The nitrite (NO₂⁻) inhibition in anaerobic ammonium oxidation (anammox) process is widely reported. Here, the effects of three pyrolytic biochars (CS300, CS550 and CS800) were investigated to alleviate NO₂⁻ stress on anammox process under exposure of varied NO₂⁻-N concentrations (70, 200, 400 and 600 mg L⁻¹). No nitrite inhibition was observed at 70 mg N L⁻¹. However, the total nitrogen removal efficiency (TNREs) decreased with NO₂⁻-N concentration increased, while the biochar-amended groups achieved higher TNREs than the control (CK). At 200 mg N L⁻¹, the TNREs were 60.2%, 99.0%, 98.5% and 86.6% for CK, CS300, CS550 and CS800, respectively.
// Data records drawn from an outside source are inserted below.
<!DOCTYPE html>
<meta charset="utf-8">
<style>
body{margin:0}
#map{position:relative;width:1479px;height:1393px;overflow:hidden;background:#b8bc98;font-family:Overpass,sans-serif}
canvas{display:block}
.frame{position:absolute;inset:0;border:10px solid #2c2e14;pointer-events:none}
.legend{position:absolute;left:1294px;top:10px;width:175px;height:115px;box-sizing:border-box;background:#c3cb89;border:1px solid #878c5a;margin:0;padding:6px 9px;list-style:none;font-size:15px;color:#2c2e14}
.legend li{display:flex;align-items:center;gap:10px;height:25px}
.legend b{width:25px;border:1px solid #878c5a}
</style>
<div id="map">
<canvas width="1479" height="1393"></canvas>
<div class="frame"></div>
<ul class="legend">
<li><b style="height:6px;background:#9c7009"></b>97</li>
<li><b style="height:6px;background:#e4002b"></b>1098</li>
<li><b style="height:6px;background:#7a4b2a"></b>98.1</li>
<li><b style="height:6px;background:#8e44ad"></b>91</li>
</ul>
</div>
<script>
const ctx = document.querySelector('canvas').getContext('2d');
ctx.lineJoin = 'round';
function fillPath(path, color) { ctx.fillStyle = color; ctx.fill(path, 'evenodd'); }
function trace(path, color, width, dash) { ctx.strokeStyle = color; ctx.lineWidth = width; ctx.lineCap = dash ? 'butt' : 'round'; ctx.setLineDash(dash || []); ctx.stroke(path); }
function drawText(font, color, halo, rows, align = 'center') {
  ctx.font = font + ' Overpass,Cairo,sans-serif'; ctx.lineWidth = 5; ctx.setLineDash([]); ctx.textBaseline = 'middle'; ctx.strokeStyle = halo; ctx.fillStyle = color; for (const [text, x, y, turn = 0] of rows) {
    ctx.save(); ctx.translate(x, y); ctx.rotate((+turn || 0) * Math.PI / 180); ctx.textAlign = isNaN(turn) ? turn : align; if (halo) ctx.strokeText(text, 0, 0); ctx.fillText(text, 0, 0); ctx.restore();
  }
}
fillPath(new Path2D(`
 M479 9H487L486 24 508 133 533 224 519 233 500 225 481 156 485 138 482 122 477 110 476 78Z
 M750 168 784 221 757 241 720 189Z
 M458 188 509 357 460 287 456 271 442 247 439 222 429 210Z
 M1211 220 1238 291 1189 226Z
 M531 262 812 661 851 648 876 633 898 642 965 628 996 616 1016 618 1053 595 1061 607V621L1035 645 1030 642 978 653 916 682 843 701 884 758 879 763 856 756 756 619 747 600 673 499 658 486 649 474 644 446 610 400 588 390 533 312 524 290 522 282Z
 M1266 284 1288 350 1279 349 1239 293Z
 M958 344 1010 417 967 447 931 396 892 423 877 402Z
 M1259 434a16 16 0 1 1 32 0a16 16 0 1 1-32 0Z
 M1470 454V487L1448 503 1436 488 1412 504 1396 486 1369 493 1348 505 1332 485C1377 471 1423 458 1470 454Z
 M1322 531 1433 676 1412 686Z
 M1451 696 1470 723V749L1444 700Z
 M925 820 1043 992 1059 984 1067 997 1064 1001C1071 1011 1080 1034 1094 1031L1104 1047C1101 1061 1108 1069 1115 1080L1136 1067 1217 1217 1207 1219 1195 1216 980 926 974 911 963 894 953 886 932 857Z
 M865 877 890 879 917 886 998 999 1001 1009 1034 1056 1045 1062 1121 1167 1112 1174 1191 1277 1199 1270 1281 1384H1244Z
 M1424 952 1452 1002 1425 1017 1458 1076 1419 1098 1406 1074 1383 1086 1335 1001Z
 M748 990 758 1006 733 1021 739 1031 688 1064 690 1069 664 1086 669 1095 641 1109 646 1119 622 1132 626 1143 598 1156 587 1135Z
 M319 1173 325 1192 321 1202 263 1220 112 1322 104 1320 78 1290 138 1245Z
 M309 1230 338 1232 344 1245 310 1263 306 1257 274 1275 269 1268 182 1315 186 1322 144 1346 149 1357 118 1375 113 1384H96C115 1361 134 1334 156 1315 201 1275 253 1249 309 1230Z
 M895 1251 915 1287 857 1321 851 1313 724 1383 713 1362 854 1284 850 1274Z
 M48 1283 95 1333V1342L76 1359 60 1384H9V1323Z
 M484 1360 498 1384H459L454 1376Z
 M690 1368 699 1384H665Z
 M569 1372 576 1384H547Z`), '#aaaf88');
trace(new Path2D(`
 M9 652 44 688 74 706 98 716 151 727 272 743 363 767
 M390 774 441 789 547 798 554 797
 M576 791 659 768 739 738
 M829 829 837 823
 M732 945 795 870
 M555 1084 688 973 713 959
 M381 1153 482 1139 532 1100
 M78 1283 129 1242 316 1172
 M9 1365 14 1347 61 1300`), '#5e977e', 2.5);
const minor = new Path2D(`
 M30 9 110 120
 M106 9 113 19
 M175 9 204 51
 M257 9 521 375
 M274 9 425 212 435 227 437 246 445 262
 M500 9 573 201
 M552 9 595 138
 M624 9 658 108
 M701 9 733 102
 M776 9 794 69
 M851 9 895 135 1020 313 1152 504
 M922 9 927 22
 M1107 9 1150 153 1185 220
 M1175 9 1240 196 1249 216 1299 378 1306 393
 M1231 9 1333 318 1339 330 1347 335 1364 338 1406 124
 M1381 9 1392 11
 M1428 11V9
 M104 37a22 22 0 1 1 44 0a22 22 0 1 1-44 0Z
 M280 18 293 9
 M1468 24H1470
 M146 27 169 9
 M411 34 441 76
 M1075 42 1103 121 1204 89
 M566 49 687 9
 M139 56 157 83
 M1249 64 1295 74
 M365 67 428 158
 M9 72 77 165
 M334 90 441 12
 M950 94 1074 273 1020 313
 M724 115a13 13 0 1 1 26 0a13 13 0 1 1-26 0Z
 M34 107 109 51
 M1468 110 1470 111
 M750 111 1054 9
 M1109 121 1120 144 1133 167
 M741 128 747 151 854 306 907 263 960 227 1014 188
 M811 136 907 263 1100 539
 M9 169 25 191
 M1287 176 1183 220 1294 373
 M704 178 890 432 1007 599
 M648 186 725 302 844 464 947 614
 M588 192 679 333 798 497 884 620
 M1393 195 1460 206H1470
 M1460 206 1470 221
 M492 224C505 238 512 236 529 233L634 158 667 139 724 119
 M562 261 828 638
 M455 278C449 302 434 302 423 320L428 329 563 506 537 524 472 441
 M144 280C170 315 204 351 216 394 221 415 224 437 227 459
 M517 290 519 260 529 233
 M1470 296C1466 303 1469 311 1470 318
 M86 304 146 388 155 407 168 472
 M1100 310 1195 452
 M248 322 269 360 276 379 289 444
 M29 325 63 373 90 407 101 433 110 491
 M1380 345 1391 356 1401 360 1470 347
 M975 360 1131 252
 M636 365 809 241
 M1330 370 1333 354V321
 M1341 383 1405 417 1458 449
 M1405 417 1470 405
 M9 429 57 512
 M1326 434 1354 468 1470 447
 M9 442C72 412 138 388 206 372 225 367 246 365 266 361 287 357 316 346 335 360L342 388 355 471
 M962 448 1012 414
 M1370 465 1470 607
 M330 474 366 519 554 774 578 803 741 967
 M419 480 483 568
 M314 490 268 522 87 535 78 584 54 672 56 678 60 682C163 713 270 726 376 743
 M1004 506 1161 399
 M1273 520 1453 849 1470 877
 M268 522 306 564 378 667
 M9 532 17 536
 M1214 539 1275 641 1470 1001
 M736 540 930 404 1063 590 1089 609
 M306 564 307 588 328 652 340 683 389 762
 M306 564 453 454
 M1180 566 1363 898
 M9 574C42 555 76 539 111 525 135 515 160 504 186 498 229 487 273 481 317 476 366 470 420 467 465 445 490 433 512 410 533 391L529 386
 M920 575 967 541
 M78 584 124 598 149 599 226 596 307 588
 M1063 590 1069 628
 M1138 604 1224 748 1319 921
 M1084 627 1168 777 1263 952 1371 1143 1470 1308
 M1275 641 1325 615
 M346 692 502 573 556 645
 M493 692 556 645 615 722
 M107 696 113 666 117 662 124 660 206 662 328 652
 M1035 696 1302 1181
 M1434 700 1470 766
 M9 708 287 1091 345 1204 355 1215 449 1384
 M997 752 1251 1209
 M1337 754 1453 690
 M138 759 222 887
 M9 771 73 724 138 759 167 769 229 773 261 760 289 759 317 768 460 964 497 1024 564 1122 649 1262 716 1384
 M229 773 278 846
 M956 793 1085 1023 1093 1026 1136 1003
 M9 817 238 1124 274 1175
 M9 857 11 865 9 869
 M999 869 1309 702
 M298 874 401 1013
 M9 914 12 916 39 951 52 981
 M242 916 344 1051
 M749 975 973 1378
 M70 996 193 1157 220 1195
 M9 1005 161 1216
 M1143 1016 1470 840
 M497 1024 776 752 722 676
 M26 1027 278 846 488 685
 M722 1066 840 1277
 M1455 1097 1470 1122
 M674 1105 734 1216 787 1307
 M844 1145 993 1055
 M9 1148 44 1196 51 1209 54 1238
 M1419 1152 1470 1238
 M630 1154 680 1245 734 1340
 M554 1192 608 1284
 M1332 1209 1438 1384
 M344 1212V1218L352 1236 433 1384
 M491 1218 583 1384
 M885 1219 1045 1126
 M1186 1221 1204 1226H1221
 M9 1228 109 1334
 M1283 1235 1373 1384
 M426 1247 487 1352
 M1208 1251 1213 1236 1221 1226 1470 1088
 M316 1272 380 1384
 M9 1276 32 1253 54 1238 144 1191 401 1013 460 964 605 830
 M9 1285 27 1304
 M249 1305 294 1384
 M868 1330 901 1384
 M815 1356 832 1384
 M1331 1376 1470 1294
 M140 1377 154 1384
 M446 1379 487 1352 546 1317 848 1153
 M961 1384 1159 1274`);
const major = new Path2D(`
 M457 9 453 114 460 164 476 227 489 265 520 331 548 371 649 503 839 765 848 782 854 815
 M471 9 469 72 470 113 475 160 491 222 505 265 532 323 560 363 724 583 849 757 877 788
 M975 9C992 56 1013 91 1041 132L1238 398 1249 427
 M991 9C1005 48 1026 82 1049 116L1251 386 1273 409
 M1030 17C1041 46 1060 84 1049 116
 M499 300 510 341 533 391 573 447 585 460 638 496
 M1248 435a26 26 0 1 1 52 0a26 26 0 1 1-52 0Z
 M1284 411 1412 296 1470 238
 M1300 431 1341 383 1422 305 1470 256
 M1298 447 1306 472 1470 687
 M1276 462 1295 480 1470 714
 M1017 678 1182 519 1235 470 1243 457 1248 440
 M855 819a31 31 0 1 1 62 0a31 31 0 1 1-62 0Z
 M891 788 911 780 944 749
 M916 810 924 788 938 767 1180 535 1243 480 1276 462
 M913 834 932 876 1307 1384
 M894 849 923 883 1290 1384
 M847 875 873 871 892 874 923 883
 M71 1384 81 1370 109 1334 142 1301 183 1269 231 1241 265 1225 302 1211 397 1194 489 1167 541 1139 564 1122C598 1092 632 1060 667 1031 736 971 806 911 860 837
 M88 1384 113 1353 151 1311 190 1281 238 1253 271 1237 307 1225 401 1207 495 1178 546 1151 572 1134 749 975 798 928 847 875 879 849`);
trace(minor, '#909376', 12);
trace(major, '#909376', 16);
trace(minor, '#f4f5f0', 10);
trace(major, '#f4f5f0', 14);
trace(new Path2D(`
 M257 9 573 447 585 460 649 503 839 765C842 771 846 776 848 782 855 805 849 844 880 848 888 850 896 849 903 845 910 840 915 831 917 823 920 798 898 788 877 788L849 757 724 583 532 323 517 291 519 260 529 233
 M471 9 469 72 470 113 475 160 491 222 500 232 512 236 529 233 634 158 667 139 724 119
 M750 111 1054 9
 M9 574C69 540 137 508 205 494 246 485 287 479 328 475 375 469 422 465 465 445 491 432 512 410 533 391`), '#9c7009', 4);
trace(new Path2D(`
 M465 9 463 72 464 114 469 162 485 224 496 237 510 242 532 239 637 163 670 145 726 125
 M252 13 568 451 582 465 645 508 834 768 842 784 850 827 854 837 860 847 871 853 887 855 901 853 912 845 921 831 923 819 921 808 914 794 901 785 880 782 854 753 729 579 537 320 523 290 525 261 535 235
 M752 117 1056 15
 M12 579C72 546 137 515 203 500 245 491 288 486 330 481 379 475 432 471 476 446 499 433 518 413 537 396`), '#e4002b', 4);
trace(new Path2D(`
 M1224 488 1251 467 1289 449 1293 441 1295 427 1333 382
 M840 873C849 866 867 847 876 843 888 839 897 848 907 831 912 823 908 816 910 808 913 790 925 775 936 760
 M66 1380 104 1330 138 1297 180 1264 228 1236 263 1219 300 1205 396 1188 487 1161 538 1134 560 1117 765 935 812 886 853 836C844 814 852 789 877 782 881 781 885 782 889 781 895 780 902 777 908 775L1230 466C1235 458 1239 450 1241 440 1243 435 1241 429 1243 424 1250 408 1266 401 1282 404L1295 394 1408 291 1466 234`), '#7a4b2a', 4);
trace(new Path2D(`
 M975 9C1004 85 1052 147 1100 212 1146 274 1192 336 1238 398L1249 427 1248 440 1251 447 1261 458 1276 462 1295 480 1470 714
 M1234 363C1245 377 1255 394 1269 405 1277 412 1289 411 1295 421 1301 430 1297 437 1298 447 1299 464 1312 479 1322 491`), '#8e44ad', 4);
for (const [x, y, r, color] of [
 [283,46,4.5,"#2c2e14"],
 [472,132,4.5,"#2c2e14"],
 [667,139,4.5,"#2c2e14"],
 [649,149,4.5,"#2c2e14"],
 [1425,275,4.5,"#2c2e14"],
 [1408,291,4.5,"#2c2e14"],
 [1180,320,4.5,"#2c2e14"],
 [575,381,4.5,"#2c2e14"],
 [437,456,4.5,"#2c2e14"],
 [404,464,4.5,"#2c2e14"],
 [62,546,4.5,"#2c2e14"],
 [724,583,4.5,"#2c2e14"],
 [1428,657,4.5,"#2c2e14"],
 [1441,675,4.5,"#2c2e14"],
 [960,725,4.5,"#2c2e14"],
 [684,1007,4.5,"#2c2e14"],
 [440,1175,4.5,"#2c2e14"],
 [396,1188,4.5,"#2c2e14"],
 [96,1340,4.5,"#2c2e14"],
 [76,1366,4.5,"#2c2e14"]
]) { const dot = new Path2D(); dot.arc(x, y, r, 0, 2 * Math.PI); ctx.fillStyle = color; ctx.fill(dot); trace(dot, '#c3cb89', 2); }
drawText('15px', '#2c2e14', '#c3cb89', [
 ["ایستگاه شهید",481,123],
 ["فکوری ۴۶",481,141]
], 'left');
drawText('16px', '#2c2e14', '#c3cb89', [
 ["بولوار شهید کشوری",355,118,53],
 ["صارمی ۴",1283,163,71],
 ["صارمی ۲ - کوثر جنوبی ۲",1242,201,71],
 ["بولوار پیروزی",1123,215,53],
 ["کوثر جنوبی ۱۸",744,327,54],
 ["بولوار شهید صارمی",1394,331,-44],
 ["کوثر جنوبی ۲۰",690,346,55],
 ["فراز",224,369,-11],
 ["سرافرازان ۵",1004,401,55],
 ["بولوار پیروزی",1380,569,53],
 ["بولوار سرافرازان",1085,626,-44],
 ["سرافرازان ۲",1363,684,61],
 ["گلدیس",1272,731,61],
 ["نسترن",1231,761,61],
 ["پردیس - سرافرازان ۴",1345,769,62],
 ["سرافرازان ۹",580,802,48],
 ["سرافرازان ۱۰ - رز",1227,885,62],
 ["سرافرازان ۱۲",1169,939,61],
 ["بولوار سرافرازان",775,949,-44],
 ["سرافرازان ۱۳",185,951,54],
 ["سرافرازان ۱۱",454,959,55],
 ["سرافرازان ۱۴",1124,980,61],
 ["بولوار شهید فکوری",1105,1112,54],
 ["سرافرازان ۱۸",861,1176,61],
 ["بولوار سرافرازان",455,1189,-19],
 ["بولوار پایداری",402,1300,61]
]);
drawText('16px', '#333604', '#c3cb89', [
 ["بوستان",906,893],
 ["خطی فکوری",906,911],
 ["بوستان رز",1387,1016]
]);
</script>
At 400 mg N L⁻¹, the TNREs were 23.3%, 56.0%, 37.1% and 29.7% for CK, CS300, CS550 and CS800, respectively. At 600 mg N L⁻¹ in which severe inhibition was observed, the TNREs were increased by 231% (p = 0.002), 149% (p = 0.014), and 51.0% (p = 0.166) for CS300, CS550 and CS800, respectively, as compared to CK, with the corresponding specific anammox activity increased by 3.1-, 2,0- and 1.1-folds, respectively. CS300 enriched the relative abundance of Candidatus Kuenenia and increased the gene copies of functional genes (hzsA, hdh, nirS and nirK). Besides, CS300 effectively alleviated the suppression of three membrane-associated enzyme complexes for anammox electron transport chain, indicating the possible contribution of redox-active moieties of CS300 to energy conversion metabolism for mitigating the NO₂⁻-N inhibition. This study provided an effective strategy for alleviating NO₂⁻-N stress by applying an environmentally compatible material (biochar) on anammox process.

亚硝酸盐（NO ₂ ^- ）抑制在厌氧氨氧化（厌氧氨氧化）工艺被广泛地报道。这里，三个热解生物炭（CS300，CS550和CS800）的影响进行了研究，以减轻NO ₂ ^-胁迫对下多样NO的曝光厌氧氨氧化过程₂ ^- -N浓度（70，200，400和600毫克的L ^-1）。在70mg N L ^-1下未观察到亚硝酸盐抑制作用。然而，随着NO ₂ ^-- N浓度的增加，总氮去除效率（TNREs）降低，而生物炭改性组的TNREs高于对照（CK）。在200 mg N L ^-1，CK，CS300，CS550和CS800的TNRE分别为60.2％，99.0％，98.5％和86.6％。在400 mg N L ^-1下，CK，CS300，CS550和CS800的TNRE分别为23.3％，56.0％，37.1％和29.7％。在600 mg N L ^-1（其中观察到严重抑制 ）的情况下，CS300，CS550和CS800的TNRE分别增加231％（p  = 0.002），149％（p  = 0.014）和51.0％（p = 0.166）。与CK相比，相应的特定厌氧氨氧化活性分别提高了3.1倍，2.0倍和1.1倍。CS300富集的相对丰度暂定Kuenenia和增加的功能性的基因的基因拷贝（HZS A，HDH，nir S和nir K）。此外，CS300有效地减轻了三种膜相关酶复合物对厌氧氨氧化电子传输链的抑制作用，表明CS300的氧化还原活性部分对能量转化代谢的缓解NO ₂ ^-- N抑制的可能贡献。这项研究通过在厌氧氨氧化工艺中应用环境相容性材料（生物炭），提供了减轻NO ₂ ^-- N应力的有效策略。